Additionally, this process allows for effective blending of dried and milled granules and can be integrated with advanced techniques like near-infrared (NIR) spectroscopy for precise moisture measurement.

Q4: Is it FDA approved?

Yes. The FDA supports continuous granulation under its Emerging Technology Program and RTRT frameworks. This approval underscores the importance of innovation in pharmaceutical manufacturing processes.

Q5: Can it be integrated with tableting equipment?

Absolutely. Continuous granulation can seamlessly work with tableting equipment integration, ensuring that the entire production process remains efficient and consistent.

Q6: What is continuous granulation and how does it differ from batch-based granulation?

Continuous granulation is a non-stop pharmaceutical manufacturing process where powders are fed, mixed, granulated, and dried in an uninterrupted flow.
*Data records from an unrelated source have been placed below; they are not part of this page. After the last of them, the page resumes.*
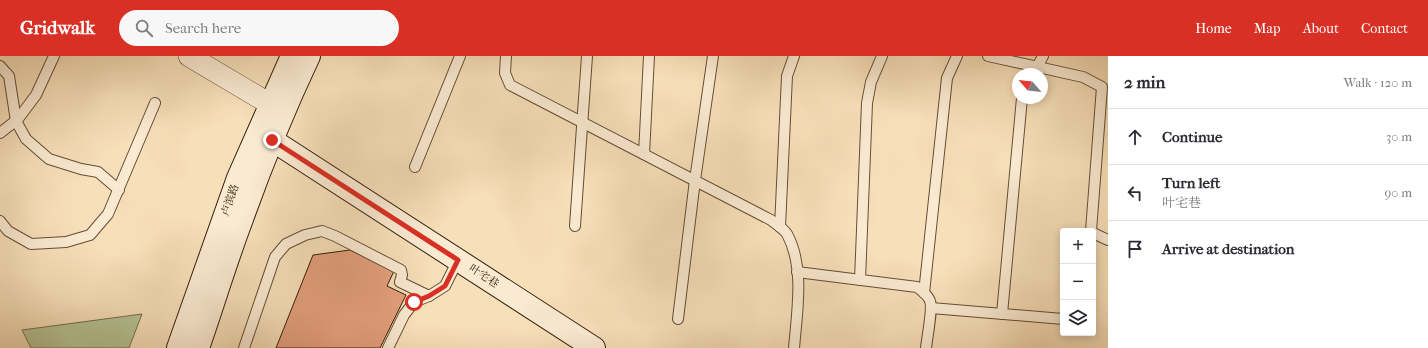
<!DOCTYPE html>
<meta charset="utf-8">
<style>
body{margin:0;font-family:"IM FELL French Canon","Noto Serif SC",serif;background:#f7f7f7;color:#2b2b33}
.controls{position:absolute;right:12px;bottom:12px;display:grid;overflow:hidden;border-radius:4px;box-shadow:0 2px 10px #0003}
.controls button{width:36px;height:36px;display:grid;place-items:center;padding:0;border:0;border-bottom:1px solid #e1e1e2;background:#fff;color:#2b2b33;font:20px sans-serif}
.compass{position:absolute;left:1012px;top:12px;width:36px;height:36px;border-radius:50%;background:#fff;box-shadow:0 2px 10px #0003;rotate:297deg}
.stop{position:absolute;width:12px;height:12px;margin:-9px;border:3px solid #d93025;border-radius:50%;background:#fff}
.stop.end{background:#d93025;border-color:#fff;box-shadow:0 1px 4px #0008}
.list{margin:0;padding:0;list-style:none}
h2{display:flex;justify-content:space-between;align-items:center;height:52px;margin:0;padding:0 16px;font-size:17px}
h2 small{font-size:13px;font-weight:400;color:#7c7c81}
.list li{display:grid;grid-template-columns:26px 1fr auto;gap:12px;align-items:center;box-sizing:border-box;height:56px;padding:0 16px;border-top:1px solid #e1e1e2}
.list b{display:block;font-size:15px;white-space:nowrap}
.list p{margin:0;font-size:13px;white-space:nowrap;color:#7c7c81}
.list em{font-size:13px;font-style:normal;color:#7c7c81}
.icon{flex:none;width:22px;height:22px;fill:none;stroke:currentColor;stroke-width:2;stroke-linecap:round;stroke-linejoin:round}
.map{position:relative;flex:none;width:1108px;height:292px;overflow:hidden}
header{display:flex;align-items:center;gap:24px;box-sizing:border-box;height:56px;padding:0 20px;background:#d93025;color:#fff}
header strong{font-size:19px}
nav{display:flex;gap:22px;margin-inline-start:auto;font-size:14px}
.search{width:280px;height:36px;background:#f7f7f7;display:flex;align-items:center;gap:10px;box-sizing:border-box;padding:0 14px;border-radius:22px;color:#7c7c81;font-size:15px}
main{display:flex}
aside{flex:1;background:#fff}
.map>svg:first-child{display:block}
.green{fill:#b6c395;stroke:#74704e}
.building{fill:#e49f7d;stroke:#331d08}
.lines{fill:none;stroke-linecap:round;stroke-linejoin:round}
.lane-casing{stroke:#644e34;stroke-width:12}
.street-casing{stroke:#644e34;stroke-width:22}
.secondary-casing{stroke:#331d08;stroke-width:24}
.lane{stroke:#faead2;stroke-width:10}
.street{stroke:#faead2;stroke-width:21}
.secondary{stroke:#faead2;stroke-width:22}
.route{stroke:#d93025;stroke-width:5}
.labels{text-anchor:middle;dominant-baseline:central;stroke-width:4;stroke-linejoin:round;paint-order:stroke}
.street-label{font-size:11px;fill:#331d08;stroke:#faead2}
</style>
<header>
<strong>Gridwalk</strong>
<div class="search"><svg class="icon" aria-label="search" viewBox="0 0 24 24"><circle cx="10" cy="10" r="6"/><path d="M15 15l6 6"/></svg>Search here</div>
<nav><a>Home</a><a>Map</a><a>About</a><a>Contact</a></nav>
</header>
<main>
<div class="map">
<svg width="1108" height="292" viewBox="0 0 1108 292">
<rect width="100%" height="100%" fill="#f7dfb9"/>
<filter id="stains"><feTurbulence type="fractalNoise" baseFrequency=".005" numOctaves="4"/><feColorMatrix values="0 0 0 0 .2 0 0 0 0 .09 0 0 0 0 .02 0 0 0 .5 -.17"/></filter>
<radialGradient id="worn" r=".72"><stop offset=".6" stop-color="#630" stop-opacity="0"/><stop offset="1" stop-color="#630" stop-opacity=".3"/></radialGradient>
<!-- green -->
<polygon class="green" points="142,258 129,292 31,292 22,274"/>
<!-- building -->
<polygon class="building" points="350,194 394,215 387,230 406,239 380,292 276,292 313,199"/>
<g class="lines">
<defs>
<g id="lane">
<path d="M506,0L505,17L510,29L771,164C776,168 784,173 787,178C805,211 797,256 794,292"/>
<polyline points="988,0 1083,21 1102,31 1091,175"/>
<polyline points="0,10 9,20 16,65 26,83 49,103 81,113 98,116 119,134"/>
<polyline points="1037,11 1043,0"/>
<polyline points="0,77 18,63 36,39 54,0"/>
<polyline points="644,98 649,0"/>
<polyline points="415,111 460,0"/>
<polyline points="0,165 8,175 31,188 66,186 90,179 108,158 155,47"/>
<polyline points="575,170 587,0"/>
<polyline points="780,171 787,20 794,0"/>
<polyline points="1093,177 1108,184"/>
<path d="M797,216L917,231C922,235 928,239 930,245C933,252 927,282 926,292"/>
<polyline points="860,224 867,47 871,26 882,0"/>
<polyline points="924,237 947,22 957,0"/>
<polyline points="931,252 1063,263"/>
<polyline points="1002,258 1022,42"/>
<polyline points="678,263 695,124 713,0"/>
<polyline points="244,292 275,201 286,188 305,179 322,175 335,180 401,214 402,219 400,226 429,240"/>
<polyline points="388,292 404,259 414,246 429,240 445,230 458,204"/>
</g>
<polyline id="street" points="189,0 270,48"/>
<g id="secondary">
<polyline points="272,84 594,292"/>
<polyline points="178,292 238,122 292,0"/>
<path d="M198,292C213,249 226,205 242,163C262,107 284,53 309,0"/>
</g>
</defs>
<!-- lane casing -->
<use href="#lane" class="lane-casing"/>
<!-- street casing -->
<use href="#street" class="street-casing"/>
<!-- secondary casing -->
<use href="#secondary" class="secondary-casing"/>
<!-- lane -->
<use href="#lane" class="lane"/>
<!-- street -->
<use href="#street" class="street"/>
<!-- secondary -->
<use href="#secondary" class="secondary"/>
</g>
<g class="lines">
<!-- route -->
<polyline class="route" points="272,84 458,204 445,230 429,240 414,246"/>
</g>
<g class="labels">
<!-- street labels -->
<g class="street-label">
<text transform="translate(230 144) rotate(-71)">卢滨路</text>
<text transform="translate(484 220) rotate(33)">叶宅巷</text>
</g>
</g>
<rect width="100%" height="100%" filter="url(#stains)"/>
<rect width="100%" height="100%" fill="url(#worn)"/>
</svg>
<div class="controls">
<button>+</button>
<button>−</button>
<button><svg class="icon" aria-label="layers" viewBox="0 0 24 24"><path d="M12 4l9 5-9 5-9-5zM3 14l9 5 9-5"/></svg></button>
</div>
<svg class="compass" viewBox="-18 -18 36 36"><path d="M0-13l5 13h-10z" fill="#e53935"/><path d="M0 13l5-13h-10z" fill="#7c7c81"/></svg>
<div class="stop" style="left:414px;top:246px"></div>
<div class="stop end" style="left:272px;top:84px"></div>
</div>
<aside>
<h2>2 min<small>Walk · 120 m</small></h2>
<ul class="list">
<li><svg class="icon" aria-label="ahead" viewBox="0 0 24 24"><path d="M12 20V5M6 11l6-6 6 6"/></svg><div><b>Continue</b></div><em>30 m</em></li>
<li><svg class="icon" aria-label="left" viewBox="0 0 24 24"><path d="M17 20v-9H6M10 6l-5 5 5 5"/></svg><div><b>Turn left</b><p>叶宅巷</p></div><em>90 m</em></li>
<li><svg class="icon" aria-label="arrive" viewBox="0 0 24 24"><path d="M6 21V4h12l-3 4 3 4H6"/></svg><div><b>Arrive at destination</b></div></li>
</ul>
</aside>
</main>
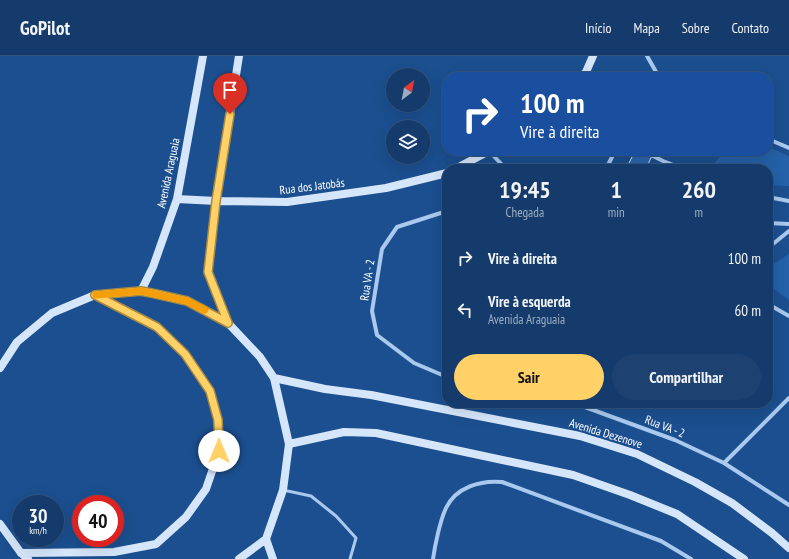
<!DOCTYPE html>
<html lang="pt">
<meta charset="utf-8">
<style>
body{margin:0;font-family:"PT Sans Narrow",sans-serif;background:#1d4271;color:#f1f3f6;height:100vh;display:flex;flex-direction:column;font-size:15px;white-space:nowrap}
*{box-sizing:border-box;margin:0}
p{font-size:13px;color:#9dadc1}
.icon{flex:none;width:22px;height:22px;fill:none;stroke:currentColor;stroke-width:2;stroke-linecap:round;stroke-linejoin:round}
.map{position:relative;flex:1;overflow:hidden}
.sheet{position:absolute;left:442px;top:108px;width:331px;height:244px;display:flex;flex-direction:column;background:#143b6b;border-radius:16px;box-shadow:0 4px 16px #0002,0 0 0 1px #33557e}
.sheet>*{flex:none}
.guide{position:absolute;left:442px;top:16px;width:331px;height:84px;border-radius:16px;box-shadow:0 4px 16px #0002,0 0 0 1px #33557e;background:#1a4fa0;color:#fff;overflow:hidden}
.needle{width:26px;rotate:32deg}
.buttons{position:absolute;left:386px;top:12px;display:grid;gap:8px}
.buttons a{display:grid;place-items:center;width:44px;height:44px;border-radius:50%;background:#143b6b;box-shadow:0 4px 16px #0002,0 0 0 1px #33557e;font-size:20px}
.speed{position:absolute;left:12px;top:439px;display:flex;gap:8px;font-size:20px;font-weight:700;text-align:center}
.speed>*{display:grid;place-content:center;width:52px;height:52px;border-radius:50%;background:#143b6b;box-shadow:0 4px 16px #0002,0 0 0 1px #33557e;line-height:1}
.speed small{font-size:10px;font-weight:400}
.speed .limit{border:6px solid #d22;background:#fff;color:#111}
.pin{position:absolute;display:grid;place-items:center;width:34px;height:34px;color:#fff;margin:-41px -17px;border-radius:50% 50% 50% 0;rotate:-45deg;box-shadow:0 0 4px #0007}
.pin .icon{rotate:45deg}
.me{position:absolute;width:44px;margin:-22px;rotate:0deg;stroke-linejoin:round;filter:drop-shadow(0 0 3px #0008)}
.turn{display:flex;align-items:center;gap:14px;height:84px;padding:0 12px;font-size:18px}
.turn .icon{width:52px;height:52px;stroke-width:2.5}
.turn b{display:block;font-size:28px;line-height:34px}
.eta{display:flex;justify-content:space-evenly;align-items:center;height:68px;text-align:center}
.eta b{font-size:24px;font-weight:700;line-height:28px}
.action{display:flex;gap:8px;margin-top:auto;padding:8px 12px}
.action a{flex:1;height:46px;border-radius:24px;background:#ffd166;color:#111;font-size:16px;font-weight:700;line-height:46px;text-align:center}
.action a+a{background:#1d4271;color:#f1f3f6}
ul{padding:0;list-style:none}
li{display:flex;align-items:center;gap:12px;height:52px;padding:0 12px}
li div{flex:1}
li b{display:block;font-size:15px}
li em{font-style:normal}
header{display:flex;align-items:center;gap:24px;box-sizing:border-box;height:56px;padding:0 20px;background:#143b6b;border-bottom:1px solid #33557e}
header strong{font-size:19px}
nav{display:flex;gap:22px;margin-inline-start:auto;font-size:14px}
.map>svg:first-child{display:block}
.green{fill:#2461a8}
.building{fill:#2a66ad;stroke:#cfe3fa}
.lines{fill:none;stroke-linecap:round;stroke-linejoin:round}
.lane{stroke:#a9c9ee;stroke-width:3}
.street{stroke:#a9c9ee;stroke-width:4}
.secondary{stroke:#d6e6fa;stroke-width:8}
.route-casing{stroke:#a68842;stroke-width:10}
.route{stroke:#ffd166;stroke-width:7}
.slow{stroke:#f59e0b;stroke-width:7}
.labels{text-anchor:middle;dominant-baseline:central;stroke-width:4;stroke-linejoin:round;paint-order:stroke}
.street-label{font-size:12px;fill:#fff;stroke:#1b4f8f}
</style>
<header>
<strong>GoPilot</strong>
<nav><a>Início</a><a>Mapa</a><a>Sobre</a><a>Contato</a></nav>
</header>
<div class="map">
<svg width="789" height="503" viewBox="0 0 789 503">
<rect width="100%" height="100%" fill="#1b4f8f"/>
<path class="green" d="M768 91 789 100V130L768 129V113H716L711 111 725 95H768Z
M789 198V244L768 229V214L769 211Z"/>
<path class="building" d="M635 95H654L646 113H626Z"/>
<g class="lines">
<path class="lane" d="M283 434 311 440 336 460 356 482 350 503"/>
<path class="street" d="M647 0 659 21
M768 83 789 92
M489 95 506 113
M643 95 663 105 684 113
M606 113 615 95
M663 113 666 107
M768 141 789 145
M447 155 397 171 382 193 372 255 377 279 414 307 447 321
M768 167 789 168
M768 192 789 175
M768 248 789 260
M574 347 675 384 724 407 789 449
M724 407 789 342
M433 503C435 489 440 465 446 452 456 431 481 424 502 426L661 485 691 503"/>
<path class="secondary" d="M581 21 586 16 593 0
M455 113 489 95
M177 143 216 145 287 146 386 132 447 117
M141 235 153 211 177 143 203 0
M228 267 208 216 216 145 239 0
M0 312 17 286 52 257 95 239 141 235 187 245 228 267 260 301 274 322 289 388 283 434 266 483 239 503
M274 322 325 333 371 339 580 380 637 398 695 426 732 447 772 477 789 492
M289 388 344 376 376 377 573 419 630 439 677 458 744 503
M0 468 21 497 28 503
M266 483 273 503
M21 497 114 496 156 488 186 461 206 433 219 395 218 364 210 335 185 298 157 271 95 239"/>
</g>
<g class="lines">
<defs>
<path id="route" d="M219 395 218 364 210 335 185 298 157 271 95 239 141 235 156 238 187 245 228 267 208 216 216 145 230 58"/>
</defs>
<use href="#route" class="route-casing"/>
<use href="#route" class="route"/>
<path class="slow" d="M96 239 141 235 187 245 205 254"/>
</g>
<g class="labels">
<g class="street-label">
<text transform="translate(168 117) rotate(-78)">Avenida Araguaia</text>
<text transform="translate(312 130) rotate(-7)">Rua dos Jatobás</text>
<text transform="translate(367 224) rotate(-81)">Rua VA - 2</text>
<text transform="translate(665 370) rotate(21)">Rua VA - 2</text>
<text transform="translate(606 377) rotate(17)">Avenida Dezenove</text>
</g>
</g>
</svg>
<div class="buttons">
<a><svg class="needle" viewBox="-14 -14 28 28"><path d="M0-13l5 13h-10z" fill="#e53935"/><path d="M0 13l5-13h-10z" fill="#9dadc1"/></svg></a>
<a><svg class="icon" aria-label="layers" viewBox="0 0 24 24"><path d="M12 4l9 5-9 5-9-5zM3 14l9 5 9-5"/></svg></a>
</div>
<div class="speed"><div>30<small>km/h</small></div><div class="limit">40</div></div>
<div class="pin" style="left:230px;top:58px;background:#d93025"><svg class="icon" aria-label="arrive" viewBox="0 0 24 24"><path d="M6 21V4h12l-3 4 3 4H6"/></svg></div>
<svg class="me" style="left:219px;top:395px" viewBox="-20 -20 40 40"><circle r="19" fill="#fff"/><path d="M0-13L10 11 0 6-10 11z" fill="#ffd166"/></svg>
<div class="guide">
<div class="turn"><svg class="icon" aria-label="right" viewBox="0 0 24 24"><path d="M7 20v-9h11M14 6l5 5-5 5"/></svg><div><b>100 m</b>Vire à direita</div></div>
</div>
<section class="sheet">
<div class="eta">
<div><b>19:45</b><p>Chegada</p></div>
<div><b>1</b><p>min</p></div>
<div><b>260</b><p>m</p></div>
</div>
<ul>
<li><svg class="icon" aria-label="right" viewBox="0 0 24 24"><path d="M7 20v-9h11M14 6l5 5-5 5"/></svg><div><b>Vire à direita</b></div><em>100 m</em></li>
<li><svg class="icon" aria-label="left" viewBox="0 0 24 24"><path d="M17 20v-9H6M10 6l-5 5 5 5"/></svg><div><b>Vire à esquerda</b><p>Avenida Araguaia</p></div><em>60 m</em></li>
</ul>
<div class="action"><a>Sair</a><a>Compartilhar</a></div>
</section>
</div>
Unlike batch granulation which operates in discrete, stop-start modes with limited batch sizes, continuous granulation offers scalable time-based output with real-time process controls and a more compact modular design.

Q7: What are the core components involved in a continuous granulation system?

A typical continuous granulation system includes loss-in-weight feeders for consistent material feeding, a twin-screw granulator for mixing and agglomeration with binder injection, a continuous dryer such as a fluid bed dryer equipped with real-time moisture analysis, in-line Process Analytical Technology (PAT) tools like NIR or Raman sensors for quality validation, and automated control systems to ensure seamless operation.

Q8: Which pharmaceutical companies have adopted or piloted continuous granulation technologies?

Over 38% of the top-50 pharmaceutical companies have implemented or are piloting continuous granulation lines. Notable adopters include Pfizer, Johnson & Johnson (J&J), GlaxoSmithKline (GSK), and Novartis—all leveraging this technology to enhance manufacturing efficiency and product quality.

Q9: What challenges should manufacturers consider when transitioning to continuous granulation?

Key challenges include the initial capital investment required for equipment acquisition, managing organizational change including staff training on new processes, and addressing process design complexity which demands detailed material characterization, formulation studies, and understanding API-excipient interactions to ensure robust operation.